Let’s try to avoid the political minefield of deciding who’s guilty and to what extent and focus instead on how to fix the problem.

If we think of reparations as a way to ease inequality and begin to make up for past discrimination, perhaps we can agree that it is ethically right—that, as Aristotle believed, none of us can truly flourish in a holistic sense unless we all flourish, then it’s obviously time to get to work.

The work must begin where we started this essay—by asking what are the privileged willing to give up, not as individuals trying to repay specific descendants of slaves, but as a society trying to address the systematic inequalities that are tearing us apart.

The only way to do that is through government programs on the national and local levels, but the money for that must ultimately come from the privileged in the form of higher taxes.

We need to equalize spending so that students have a fair shot no matter where they live or what school they attend.
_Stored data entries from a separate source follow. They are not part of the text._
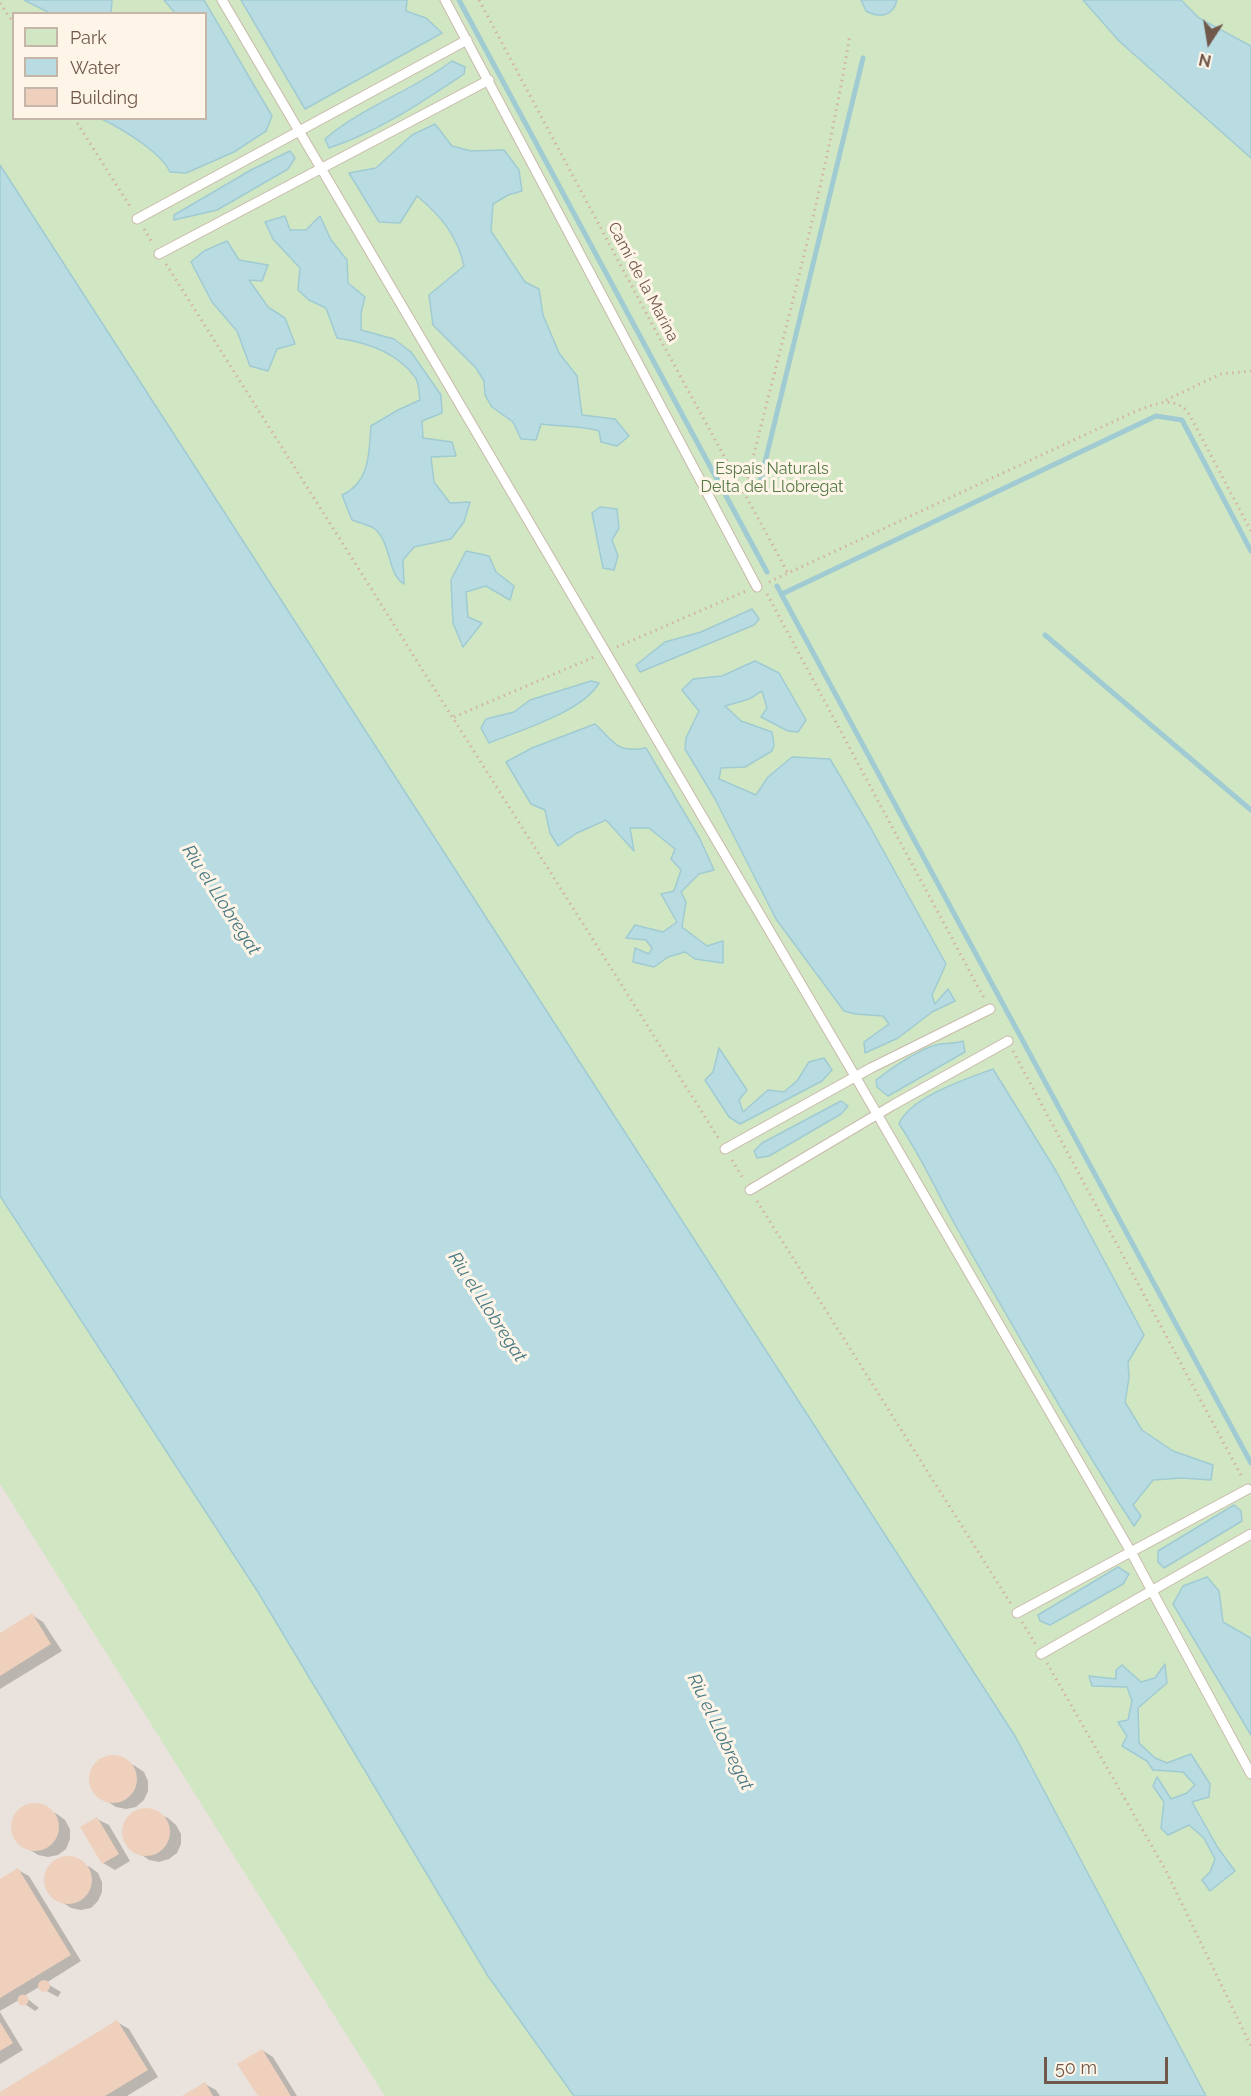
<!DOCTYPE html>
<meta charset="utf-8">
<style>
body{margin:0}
#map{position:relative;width:1251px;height:2096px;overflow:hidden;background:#faf1e2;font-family:Raleway,sans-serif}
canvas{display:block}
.legend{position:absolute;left:12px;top:12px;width:195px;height:108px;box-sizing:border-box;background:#fef5e8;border:2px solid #c5b6a9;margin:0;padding:8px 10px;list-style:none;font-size:18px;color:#70584b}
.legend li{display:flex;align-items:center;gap:12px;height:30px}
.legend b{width:30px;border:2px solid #c5b6a9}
.north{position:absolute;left:1179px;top:12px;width:60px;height:60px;-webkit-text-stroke:4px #fef5e8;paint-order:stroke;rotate:192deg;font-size:16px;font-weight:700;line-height:24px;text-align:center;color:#70584b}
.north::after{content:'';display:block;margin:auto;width:21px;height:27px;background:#70584b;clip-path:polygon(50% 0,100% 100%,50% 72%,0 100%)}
.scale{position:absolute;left:1044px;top:2057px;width:124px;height:27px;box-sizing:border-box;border:3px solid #70584b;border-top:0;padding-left:8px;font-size:18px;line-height:21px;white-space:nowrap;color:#70584b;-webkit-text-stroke:4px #fef5e8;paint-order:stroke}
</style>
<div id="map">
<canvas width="1251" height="2096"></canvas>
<ul class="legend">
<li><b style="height:16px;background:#d1e6c2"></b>Park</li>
<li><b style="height:16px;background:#b9dce2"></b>Water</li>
<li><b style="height:16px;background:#eed0bc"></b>Building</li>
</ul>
<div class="north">N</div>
<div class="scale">50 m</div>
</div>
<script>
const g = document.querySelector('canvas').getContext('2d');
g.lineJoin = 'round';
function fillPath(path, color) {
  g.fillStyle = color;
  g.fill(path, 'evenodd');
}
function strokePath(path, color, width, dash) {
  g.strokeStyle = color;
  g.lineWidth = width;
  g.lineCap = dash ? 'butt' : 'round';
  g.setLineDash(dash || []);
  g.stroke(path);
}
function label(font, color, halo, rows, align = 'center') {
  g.font = font + ' Raleway,sans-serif';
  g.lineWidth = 6;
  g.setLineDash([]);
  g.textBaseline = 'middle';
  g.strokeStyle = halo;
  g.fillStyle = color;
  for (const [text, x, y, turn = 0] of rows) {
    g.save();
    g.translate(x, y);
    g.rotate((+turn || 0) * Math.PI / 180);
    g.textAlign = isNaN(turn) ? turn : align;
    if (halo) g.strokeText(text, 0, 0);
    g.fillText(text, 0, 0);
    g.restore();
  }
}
fillPath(new Path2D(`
 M0 1467 394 2096H0Z`), '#eae3dd');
fillPath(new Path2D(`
 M0 0H1251V2096H1206L1015 1736 0 165ZM14 14H206V118H14Z
 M0 1196 258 1592 488 1976 574 2096H385L0 1484Z`), '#d1e6c2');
const water = new Path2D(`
 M24 0H112L111 14 50 13Z
 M164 0H204L272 116 266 131 234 152 186 173 170 172C161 152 122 129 102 119L206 118V14L175 13Z
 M241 0H407L406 11 426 18 442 33 305 109Z
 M861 0H897C893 17 879 18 866 11Z
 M1083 0H1181L1199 18 1251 46V158L1119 41Z
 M452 61 465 67 464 74C422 102 378 132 329 148L325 139C364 106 412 91 452 61Z
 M435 124 452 146 471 151 504 150 519 170 522 191 508 195 493 204 491 231 525 282 539 289 543 315 559 353 577 376 582 415 615 419 629 436 617 446 601 442 599 431C581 425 561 427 541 424L536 440 521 439 513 422 492 407 485 395 484 381 476 368 433 325 429 295 464 266C457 235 441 216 417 196L400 223 379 222 349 173 376 168 412 135Z
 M290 151 295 158 288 169 217 210 174 220V215L251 170Z
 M0 165 1015 1736 1206 2096H574L488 1976 258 1592 0 1196Z
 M285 216 290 230H306L320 216 331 240 347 260 348 283 365 297 361 313V330L394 339 411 352 441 395 442 413 422 421 423 438 452 442 456 456 431 457 434 482 450 503 470 502 464 522 451 539 414 547 403 560 404 584C387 574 392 544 375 529 370 525 359 523 352 520L342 495C370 482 369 454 371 426L398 410 420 400C419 393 419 382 415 377 397 352 365 342 337 338L326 308 309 300 298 290 300 268 273 239 265 222Z
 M227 241 239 260 268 265 262 281 249 280 268 307 285 318 295 344 277 349 268 371 250 366 237 331 212 302 191 262 204 251Z
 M600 507 617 509 619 528 612 540 618 556 614 570 603 568 592 513Z
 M466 551 489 556 496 572 514 586 510 600 486 586 466 592 468 617 482 623 463 647 453 623 451 580Z
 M752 609 759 619 754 625 640 672 636 665 665 642 701 632Z
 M755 661 779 673 806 720 798 732 788 731 761 717 767 708 762 691 749 699 725 706 741 721 772 732 774 745 772 751 745 767 721 768 719 779 756 795 768 777 792 757 830 759 869 825 946 964 932 995 935 1004 948 989 955 1001 932 1012 898 1038 865 1053 864 1042 889 1024 883 1016 855 1014 844 1011 776 919 714 797 685 749 686 738 699 711 682 690 693 679 722 676Z
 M591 681 599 683C582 712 521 730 489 743L481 728 486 719 514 712 530 700Z
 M595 724C616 743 615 753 646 748L700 839 714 870 699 874 681 892 686 902 682 927 707 946 723 941V963L695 959 685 952 668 957 654 967 633 962 635 948 649 954 652 948 646 940 626 938 635 925 663 932 677 922 661 894 674 891 681 870 671 859 675 849 649 828H630L634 851 606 820 577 833 558 846 550 833 545 810 531 804 506 762 532 748Z
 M963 1041 965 1052 888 1096 877 1087 876 1080C890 1069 922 1047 940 1044 949 1043 954 1044 963 1041Z
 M719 1048 747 1090 739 1100 743 1112 768 1090 784 1092 797 1081 809 1062 824 1058 832 1070 822 1081 740 1124 729 1117 705 1080 713 1072Z
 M993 1069 1056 1171 1144 1335 1128 1362 1129 1378 1125 1402 1142 1430 1173 1451 1213 1465 1211 1480 1182 1478 1153 1480 1133 1505 1141 1516 1134 1526C1071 1429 1014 1328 957 1228 937 1193 922 1157 899 1124 910 1097 966 1079 993 1069Z
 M841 1101 848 1106 841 1114 769 1156 757 1158 754 1151 762 1143Z
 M1234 1505 1241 1511 1242 1521 1164 1568 1158 1562V1551Z
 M1118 1567 1129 1574 1123 1584 1050 1625 1040 1621 1038 1615Z
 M1207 1577 1219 1591 1223 1622 1251 1638V1735L1173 1604 1183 1586Z
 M1165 1664 1167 1683 1138 1708 1139 1743 1155 1758 1167 1763 1191 1754 1210 1784 1209 1797 1192 1802 1218 1848 1235 1871 1210 1891 1202 1880 1210 1872 1215 1859 1204 1838 1189 1825 1168 1835 1161 1828 1164 1802 1153 1786 1157 1777 1171 1799 1187 1793 1195 1785 1183 1772 1153 1770 1147 1761 1122 1746 1127 1736 1118 1722 1128 1720 1132 1701 1127 1687 1092 1686 1089 1676 1116 1679V1670L1122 1665 1141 1682 1155 1678Z`);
fillPath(water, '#b9dce2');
strokePath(water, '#a0cbd3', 1.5);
fillPath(new Path2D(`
 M32 1615 43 1622 62 1651 0 1689V1634Z
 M113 1756 135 1766 144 1772 148 1781V1791L144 1800 136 1807 126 1809 116 1807 96 1794 91 1785V1775L95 1765 103 1759Z
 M35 1805 57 1814 65 1820 70 1829V1839L66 1849 58 1855 48 1857 38 1855 18 1842 13 1833V1823L17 1814 25 1807Z
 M146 1809 168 1818 176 1825 181 1834V1844L177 1853 169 1859 159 1862 149 1860 129 1846 124 1837V1827L128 1818 136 1812Z
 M97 1819 109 1825 130 1861 115 1870 103 1863Z
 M67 1858 90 1867 98 1873 102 1882V1892L98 1901 91 1908 81 1910 71 1908 50 1894 46 1885V1875L50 1866 57 1860Z
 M18 1870 29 1876 81 1961 46 1983 61 1992 58 1997 39 1987 24 1996 39 2008 35 2011 19 2000 0 2011V1880Z
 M0 2012 23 2050 0 2064Z
 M117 2022 129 2029 158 2077 127 2096H1Z
 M262 2050 273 2057 297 2096H259Z
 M205 2084 216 2090 220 2096H185Z`), '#0003');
strokePath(new Path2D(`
 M459 0 767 572
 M758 491 863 58
 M777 586 1251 1463
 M782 594 1156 416 1182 420 1251 551
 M1045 635 1251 810`), '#a0cbd3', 5);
fillPath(new Path2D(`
 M32 1613 51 1644 0 1676V1633Z
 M89 1779a24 24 0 1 1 48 0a24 24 0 1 1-48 0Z
 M11 1827a24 24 0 1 1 48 0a24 24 0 1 1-48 0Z
 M122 1832a24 24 0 1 1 48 0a24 24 0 1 1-48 0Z
 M97 1817 119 1854 102 1864 80 1827Z
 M44 1880a24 24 0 1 1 48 0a24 24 0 1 1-48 0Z
 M18 1868 71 1955 0 1998V1879Z
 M38 1986a6 6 0 1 1 12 0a6 6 0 1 1-12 0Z
 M17.5 2000a5.5 5.5 0 1 1 11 0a5.5 5.5 0 1 1-11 0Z
 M117 2020 148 2070 105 2096H0V2092Z
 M0 2022 13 2043 0 2051Z
 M262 2049 291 2096H258L237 2064Z
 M205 2082 213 2096H182Z`), '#eed0bc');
const service = new Path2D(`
 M222 0 855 1076 1131 1552 1251 1774
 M445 0 757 587
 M137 219 467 40
 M159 254 489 80
 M725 1149 871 1068 990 1009
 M750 1190 893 1105 1008 1041
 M1017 1613 1248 1489
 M1041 1654 1251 1534`);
strokePath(service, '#cab9aa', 11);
strokePath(new Path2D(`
 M479 0 660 339 788 573
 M0 3 14 24
 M74 118 131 208
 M144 229 153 244
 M166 264 719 1139
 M1166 400 1221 374 1251 371
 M745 490C782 339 825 188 850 34
 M769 582 1136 411C1156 404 1171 395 1188 412L1251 531
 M767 594 984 998
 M617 647 746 591
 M454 717 594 657
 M1013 1051 1243 1479
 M732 1160 744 1180
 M757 1201 1011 1604
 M1022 1622 1036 1645
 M1047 1663 1165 1869 1251 2046`), '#d2b4a0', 3, [1.5, 4.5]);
strokePath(service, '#fff', 9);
label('16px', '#70584b', '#fef5e8', [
 ["Camí de la Marina",643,282,62]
]);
label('16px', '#557a46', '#fef5e8', [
 ["Espais Naturals",772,469],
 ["Delta del Llobregat",772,487]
]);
label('italic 18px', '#477882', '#fef5e8', [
 ["Riu el Llobregat",221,900,57],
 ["Riu el Llobregat",487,1307,57],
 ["Riu el Llobregat",720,1732,64]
]);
</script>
We need to treat health care as a right so everyone has the same basic level of  care. We need to address housing, policing, and social services and so much else in ways that approach equality. Obviously this won’t be quick or easy, but that’s why we need to begin now.

And in the meantime, those of us who haven’t been hurt financially by the pandemic need to step up and do as much as we can through charities. Many Americans are already doing that, and we can be proud of being the most generous nation in the world, but we can’t let up. Charitable giving may just be a temporary salve, but it is a salve that is sorely needed right now, and beyond a doubt, it’s an ethical imperative.

But the bigger questions must be addressed on a national and collective level. And it can’t happen soon enough.